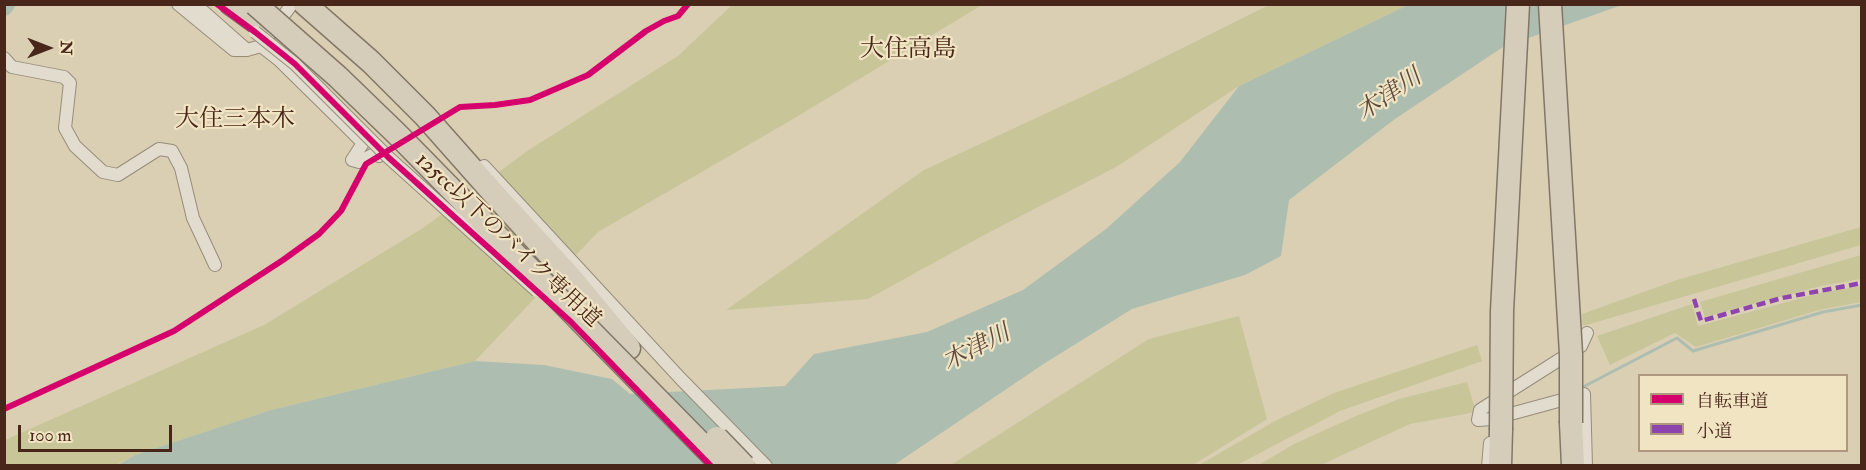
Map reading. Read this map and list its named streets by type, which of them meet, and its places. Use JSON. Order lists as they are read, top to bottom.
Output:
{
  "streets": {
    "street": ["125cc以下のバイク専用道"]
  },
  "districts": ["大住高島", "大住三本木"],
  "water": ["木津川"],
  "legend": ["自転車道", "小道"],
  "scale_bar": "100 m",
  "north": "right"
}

→ **What is required**
All the records need to be repeated exactly, with the images dropped.

→ **Completed exercise**
Map reading. Read this map and list its named streets by type, which of them meet, and its places. Use JSON. Order lists as they are read, top to bottom.
Output:
{
  "streets": {
    "street": ["125cc以下のバイク専用道"]
  },
  "districts": ["大住高島", "大住三本木"],
  "water": ["木津川"],
  "legend": ["自転車道", "小道"],
  "scale_bar": "100 m",
  "north": "right"
}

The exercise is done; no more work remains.